Na vida concreta, evangelização e catequese se misturam. Mas, para
torná-las mas frutuosas, é possível e necessário distinguir, pelo menos do
ponto de vista didático, estas duas
expressões da única dinâmica da fé. A evangelização é o anúncio inculturado
e atualizado da Boa Notícia de Deus, assim como foi experimentada e proposta
por Jesus de Nazaré. E a catequese é, etimologicamente, fazer com que o
Evangelho produza eco, é o aprofundamento mais sistemático e articulado deste
anúncio substancial.
O Instrumentum Laboris do
próximo Sínodo dos Bispos observa
que, não sendo uma ação individual mas comunitária e ecleisal, a transmissão da fé
não deveria se preocupar em encontrar estratégias comunicativas eficazes nem com
a seleção dos destinatários, mas refletir adequadamente sobre o próprio sujeito
da evangelização (cf. IL, § 39). Ou
seja, a Igreja deve refletir e encontrar
em si mesma parte das causas que dificultam a aceitação do Evangelho e o
seu enraizamento na cultura atual.
Esta é uma tarefa urgentíssima e exigente, mas chamar isso de ‘nova
evangelização’ não parece apropriado. A palavra que a Igreja dirige a si mesma,
aos diferentes grupos que a compõem, não se chama propriamente evangelização, mas catequese. É verdade que alguém deve repropor permanentemente a Boa Notícia de Jesus Cristo aos membros
da Igreja, mas isso configura um processo
permanente de educação da fé, com diferentes etapas e recursos variados. E
quando se trata de remover os obstáculos que a vida dos fiéis, mas também as velhas
tradições e pesadas estruturas, interpõem à credibilidade do seu anúncio, o que
se necessita não é de evangelização mas de conversão
pessoal e de mudança estrutural, e esse é um percurso que também merece ser
pensado com atenção e profundidade. Sendo verdade que a catequese e a conversão
não se reduzem à simples escolha de estratégias, também o é que sem caminhos, percursos ou instrumentos
adequados a Palavra de Deus não produz eco na vida e na sociedade, e a conversão
permanente e necessária da Igreja não passa de intenção vazia e proposta
escapista.
No Instrumentum Laboris pede-se
também que os Bispos Sinodais se interroguem seriamente se a falta de
fecundidade da evangelização e da catequese do nosso tempo não seria acima de
tudo um problema eclesiológico e espiritual. Poderia acontecer que os métodos
usados pela catequese, no contexto de uma cultura secularizada, não estejam
levando a uma fé madura e à sua transmissão. E recomenda-se que os Bispos reflitam
sobre como desenvolver uma catequese que articule convenientemente fidelidade à
revelação e fidelidade à pessoa humana culturalmente situada; que seja integral
na transmissão fiel do núcleo da fé e, ao mesmo tempo, saiba falar às pessoas
de hoje, escutando suas interrogações e animando suas buscas (cf. IL, § 104).

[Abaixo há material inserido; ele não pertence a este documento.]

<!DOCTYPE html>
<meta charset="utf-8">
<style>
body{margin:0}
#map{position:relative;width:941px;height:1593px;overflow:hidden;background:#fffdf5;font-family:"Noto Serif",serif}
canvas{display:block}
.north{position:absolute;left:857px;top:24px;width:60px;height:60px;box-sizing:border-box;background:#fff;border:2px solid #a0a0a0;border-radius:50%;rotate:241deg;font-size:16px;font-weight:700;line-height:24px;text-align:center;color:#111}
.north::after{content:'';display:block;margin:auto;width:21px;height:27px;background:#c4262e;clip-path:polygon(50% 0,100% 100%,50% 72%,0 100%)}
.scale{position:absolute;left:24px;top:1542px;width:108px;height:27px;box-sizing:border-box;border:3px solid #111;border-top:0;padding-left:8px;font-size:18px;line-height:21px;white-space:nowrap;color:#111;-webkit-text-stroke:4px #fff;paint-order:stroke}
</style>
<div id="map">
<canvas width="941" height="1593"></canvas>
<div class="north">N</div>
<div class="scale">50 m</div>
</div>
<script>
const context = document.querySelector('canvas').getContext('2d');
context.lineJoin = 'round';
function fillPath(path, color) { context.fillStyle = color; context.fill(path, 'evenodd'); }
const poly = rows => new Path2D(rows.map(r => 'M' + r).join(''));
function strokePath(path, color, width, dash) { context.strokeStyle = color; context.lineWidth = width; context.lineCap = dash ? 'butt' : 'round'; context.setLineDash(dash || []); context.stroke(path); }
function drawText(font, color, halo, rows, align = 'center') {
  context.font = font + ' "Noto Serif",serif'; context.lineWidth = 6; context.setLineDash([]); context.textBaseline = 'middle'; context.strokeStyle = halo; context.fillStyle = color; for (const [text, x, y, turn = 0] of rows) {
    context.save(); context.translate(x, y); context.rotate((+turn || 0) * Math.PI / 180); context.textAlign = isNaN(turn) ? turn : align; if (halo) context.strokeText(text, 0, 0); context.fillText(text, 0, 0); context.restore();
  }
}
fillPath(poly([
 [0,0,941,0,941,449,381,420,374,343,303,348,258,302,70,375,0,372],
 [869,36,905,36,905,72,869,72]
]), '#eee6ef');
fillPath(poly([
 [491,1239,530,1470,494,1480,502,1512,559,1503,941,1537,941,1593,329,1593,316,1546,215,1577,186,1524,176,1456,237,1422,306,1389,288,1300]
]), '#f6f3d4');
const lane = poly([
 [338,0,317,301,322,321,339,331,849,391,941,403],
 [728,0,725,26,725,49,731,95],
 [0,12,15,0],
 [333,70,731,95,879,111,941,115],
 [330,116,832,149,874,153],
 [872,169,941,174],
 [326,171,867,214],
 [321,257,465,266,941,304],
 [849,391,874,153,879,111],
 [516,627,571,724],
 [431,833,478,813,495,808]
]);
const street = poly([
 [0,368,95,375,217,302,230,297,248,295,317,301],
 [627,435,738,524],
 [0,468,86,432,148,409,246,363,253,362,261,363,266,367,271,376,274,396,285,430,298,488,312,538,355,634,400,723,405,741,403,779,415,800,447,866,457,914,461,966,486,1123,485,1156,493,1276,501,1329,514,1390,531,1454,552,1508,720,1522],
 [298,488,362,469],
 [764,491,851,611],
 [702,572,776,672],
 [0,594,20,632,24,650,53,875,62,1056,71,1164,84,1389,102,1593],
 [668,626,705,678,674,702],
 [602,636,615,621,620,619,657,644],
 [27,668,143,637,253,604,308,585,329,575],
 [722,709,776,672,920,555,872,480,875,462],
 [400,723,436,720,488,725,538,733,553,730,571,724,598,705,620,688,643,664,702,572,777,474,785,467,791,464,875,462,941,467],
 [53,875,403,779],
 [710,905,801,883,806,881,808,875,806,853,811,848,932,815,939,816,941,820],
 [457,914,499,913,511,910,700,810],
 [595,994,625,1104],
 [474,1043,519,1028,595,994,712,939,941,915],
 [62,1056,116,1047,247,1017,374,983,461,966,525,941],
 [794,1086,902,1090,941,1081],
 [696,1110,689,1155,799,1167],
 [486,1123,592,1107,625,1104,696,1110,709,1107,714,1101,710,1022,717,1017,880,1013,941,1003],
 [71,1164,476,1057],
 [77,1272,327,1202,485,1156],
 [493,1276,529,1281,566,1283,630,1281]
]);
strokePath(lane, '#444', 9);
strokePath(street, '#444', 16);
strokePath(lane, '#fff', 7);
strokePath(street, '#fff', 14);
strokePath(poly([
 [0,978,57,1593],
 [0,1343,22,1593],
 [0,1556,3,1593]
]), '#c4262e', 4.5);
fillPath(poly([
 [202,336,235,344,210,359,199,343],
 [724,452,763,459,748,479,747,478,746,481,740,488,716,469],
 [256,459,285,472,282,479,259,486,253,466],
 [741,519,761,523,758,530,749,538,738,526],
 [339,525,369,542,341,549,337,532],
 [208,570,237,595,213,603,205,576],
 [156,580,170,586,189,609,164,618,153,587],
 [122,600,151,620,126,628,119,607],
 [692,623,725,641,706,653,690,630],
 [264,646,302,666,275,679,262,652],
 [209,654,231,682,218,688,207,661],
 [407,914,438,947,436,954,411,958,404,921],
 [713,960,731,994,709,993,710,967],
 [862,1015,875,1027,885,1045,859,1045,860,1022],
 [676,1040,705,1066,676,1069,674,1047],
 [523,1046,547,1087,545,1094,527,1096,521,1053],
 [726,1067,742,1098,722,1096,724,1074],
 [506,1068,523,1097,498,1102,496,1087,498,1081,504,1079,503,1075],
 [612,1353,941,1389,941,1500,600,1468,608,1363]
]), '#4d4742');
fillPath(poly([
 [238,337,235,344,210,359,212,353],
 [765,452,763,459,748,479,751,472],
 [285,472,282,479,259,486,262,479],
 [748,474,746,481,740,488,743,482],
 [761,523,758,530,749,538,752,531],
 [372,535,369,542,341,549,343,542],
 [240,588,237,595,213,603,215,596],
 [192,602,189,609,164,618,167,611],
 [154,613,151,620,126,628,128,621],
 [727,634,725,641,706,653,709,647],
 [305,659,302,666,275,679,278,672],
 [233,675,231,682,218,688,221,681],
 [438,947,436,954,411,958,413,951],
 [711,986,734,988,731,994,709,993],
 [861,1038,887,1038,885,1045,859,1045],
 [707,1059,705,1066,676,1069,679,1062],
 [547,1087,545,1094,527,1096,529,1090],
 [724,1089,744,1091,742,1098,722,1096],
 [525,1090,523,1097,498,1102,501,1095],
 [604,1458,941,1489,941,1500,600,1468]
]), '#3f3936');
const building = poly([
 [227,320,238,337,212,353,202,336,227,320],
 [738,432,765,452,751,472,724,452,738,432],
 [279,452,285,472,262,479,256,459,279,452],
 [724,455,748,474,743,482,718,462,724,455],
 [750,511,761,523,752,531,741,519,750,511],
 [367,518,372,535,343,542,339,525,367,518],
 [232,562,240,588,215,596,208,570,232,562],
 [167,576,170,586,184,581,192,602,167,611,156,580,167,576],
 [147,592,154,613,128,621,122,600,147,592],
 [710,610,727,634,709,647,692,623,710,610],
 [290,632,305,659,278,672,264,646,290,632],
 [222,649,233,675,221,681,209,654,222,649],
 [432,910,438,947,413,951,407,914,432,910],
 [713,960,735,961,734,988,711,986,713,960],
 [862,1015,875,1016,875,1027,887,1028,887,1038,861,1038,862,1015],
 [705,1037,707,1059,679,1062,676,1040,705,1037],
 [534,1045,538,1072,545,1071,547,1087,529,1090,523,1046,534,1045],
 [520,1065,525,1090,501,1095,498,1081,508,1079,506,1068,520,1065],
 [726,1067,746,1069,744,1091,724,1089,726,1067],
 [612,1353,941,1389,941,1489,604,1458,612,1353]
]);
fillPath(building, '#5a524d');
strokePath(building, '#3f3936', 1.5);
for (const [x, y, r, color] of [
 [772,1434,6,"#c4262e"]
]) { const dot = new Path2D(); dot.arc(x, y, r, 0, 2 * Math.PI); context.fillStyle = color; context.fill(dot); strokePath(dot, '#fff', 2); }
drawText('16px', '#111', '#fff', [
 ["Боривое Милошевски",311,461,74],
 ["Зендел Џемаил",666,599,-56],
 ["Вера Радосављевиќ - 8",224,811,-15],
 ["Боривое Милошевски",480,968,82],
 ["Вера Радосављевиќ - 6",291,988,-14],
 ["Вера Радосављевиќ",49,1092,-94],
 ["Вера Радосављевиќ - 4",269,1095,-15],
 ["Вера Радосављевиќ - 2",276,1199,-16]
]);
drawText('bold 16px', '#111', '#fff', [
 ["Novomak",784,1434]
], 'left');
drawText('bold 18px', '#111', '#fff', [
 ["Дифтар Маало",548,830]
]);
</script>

Esta é uma questão absolutamente fundamental, mas os problemas começam
exatamente na idéia de pessoa humana e no conceito de fé e de revelação que a
Igreja veicula! Quem ousar entrar nesse campo se defrontará com ‘minas’
espalhadas por todos os lados, com visões abstratas e tremendamente moralistas,
legalistas e institucionalizadas. Mesmo que alguns discursos queiram mostrar
diversamente, a prática hegemônica da hierarquia católica demonstra que ela não
se dá bem com pessoas humanas e comunidades eclesiais maduras, autônomas,
questionadoras, criativas. Da mesma forma, teme projetos de catequese e de
evangelização que procuram encarnar a Boa Notícia de Jesus Cristo nas buscas e
lutas humanas de hoje e traduzí-la numa linguagem minimamente compreensível ao
nosso tempo.
Se a fé dos fiéis católicos e das comunidades eclesiais é infantil, imatura
e impotente, isso não se deve prioritariamente à sua falta de boa vontade ou
aos seus limites. O problema é estrutural, e tem sua origem numa instituição
eclesiástica que prefere repetir fórmulas antigas e vazias de sentido e tem
medo da inovação; que canoniza os fiéis obedientes e submissos e estigmatiza
aqueles que questionam e propugnam por novas expressões da fé e por sua
encarnação na cultura atual, assim como pela renovação de estruturas
eclesiásticas anacrônicas e às vezes anti-evangélicas.